What needs to be done:
Each line of the data below that holds the word "shaded" is to be reported in full.

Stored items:
******************************

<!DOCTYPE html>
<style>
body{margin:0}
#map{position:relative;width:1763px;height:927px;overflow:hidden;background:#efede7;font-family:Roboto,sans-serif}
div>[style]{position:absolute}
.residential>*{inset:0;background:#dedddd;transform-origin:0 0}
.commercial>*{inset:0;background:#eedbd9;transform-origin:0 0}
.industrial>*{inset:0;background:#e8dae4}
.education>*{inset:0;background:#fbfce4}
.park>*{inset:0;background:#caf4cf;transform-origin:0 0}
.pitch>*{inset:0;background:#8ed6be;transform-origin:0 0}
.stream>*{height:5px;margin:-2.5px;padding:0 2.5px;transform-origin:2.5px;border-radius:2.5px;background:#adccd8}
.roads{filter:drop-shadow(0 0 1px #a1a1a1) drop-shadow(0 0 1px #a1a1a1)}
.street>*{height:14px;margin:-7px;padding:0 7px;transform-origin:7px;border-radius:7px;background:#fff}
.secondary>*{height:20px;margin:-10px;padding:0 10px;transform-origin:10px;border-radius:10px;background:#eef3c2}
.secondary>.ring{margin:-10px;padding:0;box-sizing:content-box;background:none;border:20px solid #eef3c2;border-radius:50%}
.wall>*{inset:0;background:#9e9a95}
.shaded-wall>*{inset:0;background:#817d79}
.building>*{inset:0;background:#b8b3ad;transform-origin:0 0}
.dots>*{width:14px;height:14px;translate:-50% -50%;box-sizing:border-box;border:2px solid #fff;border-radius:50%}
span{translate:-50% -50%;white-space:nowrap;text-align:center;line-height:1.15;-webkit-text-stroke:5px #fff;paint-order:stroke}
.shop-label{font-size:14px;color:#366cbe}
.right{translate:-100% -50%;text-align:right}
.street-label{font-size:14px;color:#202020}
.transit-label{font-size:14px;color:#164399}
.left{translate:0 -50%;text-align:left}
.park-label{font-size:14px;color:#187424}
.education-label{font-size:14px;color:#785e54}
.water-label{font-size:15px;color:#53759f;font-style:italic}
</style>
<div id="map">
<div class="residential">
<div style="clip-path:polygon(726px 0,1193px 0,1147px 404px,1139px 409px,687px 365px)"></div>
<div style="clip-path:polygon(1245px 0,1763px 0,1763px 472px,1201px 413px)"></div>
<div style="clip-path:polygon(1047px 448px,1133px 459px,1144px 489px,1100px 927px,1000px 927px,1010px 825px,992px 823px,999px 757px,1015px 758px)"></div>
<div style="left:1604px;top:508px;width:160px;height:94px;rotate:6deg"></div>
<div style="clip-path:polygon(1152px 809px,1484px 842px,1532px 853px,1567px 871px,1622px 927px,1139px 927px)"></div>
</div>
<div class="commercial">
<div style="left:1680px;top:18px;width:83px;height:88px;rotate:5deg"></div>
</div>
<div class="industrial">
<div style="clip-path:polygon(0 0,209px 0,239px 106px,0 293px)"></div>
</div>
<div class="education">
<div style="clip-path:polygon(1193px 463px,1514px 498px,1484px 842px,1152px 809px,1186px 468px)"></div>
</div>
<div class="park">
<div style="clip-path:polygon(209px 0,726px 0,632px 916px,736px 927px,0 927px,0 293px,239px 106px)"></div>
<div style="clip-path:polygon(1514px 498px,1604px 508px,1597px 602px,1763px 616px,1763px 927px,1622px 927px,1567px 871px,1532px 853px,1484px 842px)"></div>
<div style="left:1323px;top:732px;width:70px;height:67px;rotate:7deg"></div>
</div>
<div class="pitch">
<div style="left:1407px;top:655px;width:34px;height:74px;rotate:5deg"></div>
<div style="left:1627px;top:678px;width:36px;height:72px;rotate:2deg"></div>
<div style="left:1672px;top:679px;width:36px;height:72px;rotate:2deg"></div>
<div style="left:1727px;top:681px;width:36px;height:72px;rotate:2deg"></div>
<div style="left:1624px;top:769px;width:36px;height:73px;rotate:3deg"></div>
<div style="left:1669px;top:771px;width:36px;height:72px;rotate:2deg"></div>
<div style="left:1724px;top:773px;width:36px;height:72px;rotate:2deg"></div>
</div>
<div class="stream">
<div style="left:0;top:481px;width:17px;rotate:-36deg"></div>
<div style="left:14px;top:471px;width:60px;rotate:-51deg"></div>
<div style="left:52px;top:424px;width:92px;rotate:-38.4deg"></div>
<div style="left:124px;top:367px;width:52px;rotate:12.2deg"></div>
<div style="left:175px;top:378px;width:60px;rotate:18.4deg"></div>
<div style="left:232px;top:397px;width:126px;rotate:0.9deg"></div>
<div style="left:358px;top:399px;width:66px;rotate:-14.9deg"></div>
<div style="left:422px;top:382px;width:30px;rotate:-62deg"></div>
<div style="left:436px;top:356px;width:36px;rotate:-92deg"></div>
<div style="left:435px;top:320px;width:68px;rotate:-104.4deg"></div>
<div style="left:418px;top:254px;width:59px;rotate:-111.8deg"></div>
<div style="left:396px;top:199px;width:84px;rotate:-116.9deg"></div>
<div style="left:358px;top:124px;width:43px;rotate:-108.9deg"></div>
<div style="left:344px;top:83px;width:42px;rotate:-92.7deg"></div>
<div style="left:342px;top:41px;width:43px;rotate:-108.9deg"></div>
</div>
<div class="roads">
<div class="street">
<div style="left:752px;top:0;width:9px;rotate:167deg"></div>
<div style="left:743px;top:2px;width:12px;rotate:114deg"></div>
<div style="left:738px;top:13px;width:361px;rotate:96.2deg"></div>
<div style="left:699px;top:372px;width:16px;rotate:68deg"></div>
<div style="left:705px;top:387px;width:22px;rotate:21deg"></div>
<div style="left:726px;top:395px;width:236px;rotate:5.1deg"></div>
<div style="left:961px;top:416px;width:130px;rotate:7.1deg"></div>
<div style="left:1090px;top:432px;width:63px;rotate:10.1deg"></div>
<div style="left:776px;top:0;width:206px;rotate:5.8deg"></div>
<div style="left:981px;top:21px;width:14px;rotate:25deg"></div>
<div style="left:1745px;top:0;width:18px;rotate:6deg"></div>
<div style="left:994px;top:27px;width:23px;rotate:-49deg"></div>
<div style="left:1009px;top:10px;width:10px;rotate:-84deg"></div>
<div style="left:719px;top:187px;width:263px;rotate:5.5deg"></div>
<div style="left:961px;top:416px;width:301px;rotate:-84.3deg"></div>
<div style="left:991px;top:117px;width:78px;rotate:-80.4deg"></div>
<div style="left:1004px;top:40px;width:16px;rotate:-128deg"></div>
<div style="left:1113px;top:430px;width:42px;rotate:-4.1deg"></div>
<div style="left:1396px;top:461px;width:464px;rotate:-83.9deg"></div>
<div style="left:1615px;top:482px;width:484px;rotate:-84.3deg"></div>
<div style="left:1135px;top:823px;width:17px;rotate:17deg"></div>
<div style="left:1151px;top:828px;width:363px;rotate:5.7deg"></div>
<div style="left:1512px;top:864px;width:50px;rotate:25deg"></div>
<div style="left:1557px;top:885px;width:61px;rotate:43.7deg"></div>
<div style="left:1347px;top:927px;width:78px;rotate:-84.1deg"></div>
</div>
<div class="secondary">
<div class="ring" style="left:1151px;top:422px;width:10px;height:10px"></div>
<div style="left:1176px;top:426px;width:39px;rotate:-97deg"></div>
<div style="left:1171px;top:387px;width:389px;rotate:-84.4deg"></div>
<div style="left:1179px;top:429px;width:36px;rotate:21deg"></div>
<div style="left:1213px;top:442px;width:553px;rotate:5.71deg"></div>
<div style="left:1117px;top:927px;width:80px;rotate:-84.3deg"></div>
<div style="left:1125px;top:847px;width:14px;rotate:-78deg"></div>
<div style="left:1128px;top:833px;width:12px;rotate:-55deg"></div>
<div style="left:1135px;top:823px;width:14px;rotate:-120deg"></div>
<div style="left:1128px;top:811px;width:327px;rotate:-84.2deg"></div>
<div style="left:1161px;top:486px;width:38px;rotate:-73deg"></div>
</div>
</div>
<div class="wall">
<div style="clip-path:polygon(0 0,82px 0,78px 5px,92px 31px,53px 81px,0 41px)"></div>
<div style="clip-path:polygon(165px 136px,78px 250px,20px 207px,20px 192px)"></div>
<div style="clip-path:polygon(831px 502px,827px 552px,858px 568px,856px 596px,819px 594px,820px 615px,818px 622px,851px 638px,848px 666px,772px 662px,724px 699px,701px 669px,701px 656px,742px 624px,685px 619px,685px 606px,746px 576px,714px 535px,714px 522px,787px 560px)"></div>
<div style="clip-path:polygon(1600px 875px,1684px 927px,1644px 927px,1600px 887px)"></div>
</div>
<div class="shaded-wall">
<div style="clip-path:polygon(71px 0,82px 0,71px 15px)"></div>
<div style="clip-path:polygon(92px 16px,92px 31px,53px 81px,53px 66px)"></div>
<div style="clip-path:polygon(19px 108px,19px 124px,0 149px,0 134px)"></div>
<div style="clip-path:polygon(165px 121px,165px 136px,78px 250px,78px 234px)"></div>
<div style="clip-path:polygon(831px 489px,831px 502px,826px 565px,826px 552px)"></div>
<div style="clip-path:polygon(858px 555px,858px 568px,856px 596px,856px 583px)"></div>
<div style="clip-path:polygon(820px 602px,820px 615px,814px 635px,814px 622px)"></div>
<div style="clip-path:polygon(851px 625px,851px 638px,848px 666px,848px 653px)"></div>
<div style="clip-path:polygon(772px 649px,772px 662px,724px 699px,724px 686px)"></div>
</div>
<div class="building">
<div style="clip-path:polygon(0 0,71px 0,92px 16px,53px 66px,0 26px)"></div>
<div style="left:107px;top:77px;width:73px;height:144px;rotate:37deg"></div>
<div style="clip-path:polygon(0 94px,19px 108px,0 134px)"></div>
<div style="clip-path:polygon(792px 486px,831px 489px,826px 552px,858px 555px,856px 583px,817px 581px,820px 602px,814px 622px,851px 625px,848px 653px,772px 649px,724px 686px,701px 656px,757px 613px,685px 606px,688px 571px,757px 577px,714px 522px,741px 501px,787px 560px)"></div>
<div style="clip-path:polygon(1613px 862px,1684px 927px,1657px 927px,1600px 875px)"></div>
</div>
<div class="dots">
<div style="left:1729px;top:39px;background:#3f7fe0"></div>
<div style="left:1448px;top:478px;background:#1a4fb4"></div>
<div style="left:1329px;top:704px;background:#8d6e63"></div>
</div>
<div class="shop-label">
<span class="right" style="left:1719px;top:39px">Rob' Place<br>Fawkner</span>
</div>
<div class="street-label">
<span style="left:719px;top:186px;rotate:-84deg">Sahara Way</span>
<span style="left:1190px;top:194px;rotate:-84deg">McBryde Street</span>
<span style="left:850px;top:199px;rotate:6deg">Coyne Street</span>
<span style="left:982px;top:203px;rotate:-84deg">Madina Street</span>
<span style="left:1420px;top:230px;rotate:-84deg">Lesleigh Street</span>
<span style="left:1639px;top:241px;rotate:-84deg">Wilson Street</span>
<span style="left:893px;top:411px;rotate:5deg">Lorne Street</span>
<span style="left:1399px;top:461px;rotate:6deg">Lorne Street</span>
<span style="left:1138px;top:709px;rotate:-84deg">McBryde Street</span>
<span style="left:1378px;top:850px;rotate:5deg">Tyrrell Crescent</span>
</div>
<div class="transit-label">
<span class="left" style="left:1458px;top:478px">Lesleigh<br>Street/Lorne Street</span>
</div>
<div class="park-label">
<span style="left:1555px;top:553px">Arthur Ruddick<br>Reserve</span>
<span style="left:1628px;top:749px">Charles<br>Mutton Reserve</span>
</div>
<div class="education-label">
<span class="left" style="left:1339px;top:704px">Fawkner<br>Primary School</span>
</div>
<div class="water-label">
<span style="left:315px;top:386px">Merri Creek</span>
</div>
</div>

******************************

Solution to this exercise:
.shaded-wall>*{inset:0;background:#817d79}
<div class="shaded-wall">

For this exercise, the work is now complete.